Para uma banda batizada de Rockaholics, não é de se estranhar que a marchinha escolhida tenha algo a ver com birita: “Cachaça Não é Água” ganhou uma versão na linha punk hardcore, com bastante peso nas guitarras e bateria acelerada. Quem fez a proposta inicial foi o baixista Marcelo Lima, que conhece muito bem o perfil de seus companheiros de palco.

“Todo mundo na banda gosta de encher a lata, o nome não é à toa. Quem sai pra curtir um rock sempre está com uma cervejinha na mão. Então não pensei duas vezes, porque sabia que todo mundo ia se identificar”, disse.

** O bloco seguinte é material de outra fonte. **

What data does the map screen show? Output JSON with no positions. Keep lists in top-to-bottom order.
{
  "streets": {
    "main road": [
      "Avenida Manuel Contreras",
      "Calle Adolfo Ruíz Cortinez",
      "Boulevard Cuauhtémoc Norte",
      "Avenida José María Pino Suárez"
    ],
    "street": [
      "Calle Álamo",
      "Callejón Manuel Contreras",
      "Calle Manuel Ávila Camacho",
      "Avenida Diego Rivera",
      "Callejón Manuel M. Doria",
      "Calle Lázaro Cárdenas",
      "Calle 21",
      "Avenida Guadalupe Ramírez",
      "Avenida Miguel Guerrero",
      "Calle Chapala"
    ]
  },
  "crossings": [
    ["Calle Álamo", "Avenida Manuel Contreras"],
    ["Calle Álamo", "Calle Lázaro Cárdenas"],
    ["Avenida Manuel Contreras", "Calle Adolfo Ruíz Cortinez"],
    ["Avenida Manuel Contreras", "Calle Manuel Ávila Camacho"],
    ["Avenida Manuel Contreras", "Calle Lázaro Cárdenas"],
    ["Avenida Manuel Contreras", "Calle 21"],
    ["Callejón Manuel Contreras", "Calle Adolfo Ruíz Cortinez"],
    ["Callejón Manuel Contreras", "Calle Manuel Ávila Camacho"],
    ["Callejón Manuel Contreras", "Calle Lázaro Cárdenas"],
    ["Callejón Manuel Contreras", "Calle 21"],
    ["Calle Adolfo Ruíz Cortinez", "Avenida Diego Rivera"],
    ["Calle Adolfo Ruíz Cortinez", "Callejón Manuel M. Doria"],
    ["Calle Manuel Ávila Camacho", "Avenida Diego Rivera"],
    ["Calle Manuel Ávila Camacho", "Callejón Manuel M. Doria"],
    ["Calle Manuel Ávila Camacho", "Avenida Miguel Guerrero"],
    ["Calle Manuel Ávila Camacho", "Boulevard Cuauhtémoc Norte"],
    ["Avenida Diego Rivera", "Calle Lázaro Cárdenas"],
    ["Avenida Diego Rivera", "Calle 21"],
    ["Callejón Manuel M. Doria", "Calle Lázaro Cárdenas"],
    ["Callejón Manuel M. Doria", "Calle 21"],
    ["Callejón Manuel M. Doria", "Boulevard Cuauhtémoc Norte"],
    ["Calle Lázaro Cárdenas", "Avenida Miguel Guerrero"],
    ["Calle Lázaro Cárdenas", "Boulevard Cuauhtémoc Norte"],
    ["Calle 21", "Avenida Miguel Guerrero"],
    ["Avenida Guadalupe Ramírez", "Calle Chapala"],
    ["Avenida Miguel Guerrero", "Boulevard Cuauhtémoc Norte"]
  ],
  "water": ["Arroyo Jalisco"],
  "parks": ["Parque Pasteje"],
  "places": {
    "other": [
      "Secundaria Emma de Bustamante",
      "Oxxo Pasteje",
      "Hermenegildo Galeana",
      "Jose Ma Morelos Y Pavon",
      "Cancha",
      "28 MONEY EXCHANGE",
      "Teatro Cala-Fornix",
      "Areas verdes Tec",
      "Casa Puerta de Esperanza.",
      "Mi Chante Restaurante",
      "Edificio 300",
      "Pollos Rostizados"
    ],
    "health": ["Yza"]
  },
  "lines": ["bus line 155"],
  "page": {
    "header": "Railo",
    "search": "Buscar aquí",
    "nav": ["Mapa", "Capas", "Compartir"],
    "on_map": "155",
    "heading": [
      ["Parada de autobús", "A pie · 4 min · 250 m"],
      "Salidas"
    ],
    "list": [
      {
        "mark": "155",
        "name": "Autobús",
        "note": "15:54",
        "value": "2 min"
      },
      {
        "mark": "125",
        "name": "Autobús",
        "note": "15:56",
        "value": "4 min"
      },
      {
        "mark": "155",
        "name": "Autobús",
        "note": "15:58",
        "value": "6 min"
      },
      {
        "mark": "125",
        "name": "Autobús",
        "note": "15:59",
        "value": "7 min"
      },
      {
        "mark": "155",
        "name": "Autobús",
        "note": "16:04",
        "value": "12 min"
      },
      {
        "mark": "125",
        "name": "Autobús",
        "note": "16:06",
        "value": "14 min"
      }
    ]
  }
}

Clássico da década de 50, “Cachaça Não é Água” é de autoria de Mirabeau Pinheiro, Lúcio de Castro e Heber Lobato, ecoando até hoje nas festas de Carnaval por um motivo muito similar ao apresentado por Lima – a cachaça é um dos símbolos brasileiros.

De acordo com o guitarrista Beto Ladeira, um dos responsáveis pelo arranjo, o resultado ficou - no mínimo - divertido.

“É música bem fácil no sentido de notas. Fizemos uma introdução no ritmo carnavalesco, mas com as guitarras. Na terceira estrofe, mudamos um pouco. E a bateria está bem tribal”, explica.

O fato é que o ritmo carnavalesco está deveras distante do gênero adotado pela Rockaholics - que tem como influência o som de bandas como Led Zeppelin, Black Sabbath, Rush, Slayer, Sepultura, Pantera e outras mais. Para Ladeira, misturar o rock com marchinha não foi tão esdrúxulo, pois enquanto músico, ele reconhece a necessidade de se transitar entre os ritmos.

“Ouço jazz, rock’n’roll, rock clássico, instrumental, MPB. Acredito que esse leque de opções ajuda na criatividade do músico. Explorar outros horizontes é crucial”, diz, numa forma de incentivar o ecletismo.